B. Değerlendirme ve Gerekçe
Dava, kadastrodan önceki hukuki nedene dayalı tapu iptali ve tescil istemine ilişkindir.
Bölge adliye mahkemelerinin nihai kararlarının bozulması 6100 sayılı Hukuk Muhakemeleri Kanunu'nun (6100 sayılı Kanun/HMK) 371. maddesinde yer alan sebeplerden birinin varlığı hâlinde mümkündür.
Dosyanın incelenmesinden; davaya konu 161 ada 3 parsel sayılı 5.082,32 m2 yüz ölçümündeki taşınmazın irsen intikal, taksim ve kazandırıcı zamanaşımı ziltetliği nedeniyle 16.04.2009 tarihinde ... adına tespit edildiği, tespitin itirazsız olarak 17.08.2009 tarihinde kesinleştiği, davanın taşınmazın mera olduğu iddiasıyla 11.07.2019 tarihinde açıldığı tespit edilmiştir.

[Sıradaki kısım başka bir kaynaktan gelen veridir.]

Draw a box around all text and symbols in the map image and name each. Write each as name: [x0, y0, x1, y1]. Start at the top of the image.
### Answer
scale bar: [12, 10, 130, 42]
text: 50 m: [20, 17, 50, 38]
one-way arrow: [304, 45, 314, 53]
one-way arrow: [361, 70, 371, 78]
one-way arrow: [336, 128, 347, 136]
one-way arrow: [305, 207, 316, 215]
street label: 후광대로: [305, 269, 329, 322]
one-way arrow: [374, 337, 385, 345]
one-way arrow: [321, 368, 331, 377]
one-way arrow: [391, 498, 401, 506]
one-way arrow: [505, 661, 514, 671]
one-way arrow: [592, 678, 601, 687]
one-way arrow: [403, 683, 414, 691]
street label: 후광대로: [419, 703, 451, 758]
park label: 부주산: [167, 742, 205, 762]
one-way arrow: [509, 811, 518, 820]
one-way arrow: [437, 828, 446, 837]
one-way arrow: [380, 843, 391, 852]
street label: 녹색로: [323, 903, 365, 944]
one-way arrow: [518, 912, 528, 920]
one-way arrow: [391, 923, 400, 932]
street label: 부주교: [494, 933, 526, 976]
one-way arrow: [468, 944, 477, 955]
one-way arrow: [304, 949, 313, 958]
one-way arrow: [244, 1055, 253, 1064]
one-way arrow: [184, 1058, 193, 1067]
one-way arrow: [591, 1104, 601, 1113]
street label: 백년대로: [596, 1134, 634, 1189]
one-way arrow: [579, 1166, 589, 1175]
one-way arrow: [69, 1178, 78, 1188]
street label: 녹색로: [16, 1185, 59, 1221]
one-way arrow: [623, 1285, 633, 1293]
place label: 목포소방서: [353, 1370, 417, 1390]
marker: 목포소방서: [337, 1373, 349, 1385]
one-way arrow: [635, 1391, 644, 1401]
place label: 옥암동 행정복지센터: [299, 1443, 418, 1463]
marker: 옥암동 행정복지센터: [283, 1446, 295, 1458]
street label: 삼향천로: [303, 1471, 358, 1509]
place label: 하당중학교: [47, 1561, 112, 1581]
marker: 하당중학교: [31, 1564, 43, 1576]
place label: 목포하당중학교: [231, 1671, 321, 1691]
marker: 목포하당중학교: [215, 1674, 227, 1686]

Temyizen incelenen karar, tarafların karşılıklı iddia ve savunmalarına, dayandıkları belgelere, uyuşmazlığa uygulanması gereken hukuk kuralları ile hukuki ilişkinin nitelendirilmesine, dava şartlarına, yargılama ve ispat kuralları ile kararda belirtilen gerekçelere göre usul ve kanuna uygun olup davacı vekili tarafından temyiz dilekçesinde ileri sürülen nedenler kararın bozulmasını gerektirecek nitelikte görülmemiştir.
VI. KARAR
Açıklanan sebeplerle;
Davacı vekilinin temyiz itirazlarının reddiyle temyiz olunan Bölge Adliye Mahkemesi kararının 6100 sayılı Kanun'un 370/1 hükmü uyarınca ONANMASINA,
Aşağıda yazılı 187,80 TL bakiye onama harcının temyiz eden davacıdan alınmasına,
Dosyanın İlk Derece Mahkemesine, kararın bir örneğinin Bölge Adliye Mahkemesine gönderilmesine,
29.05.2025 tarihinde kesin olmak üzere oy birliğiyle karar verildi.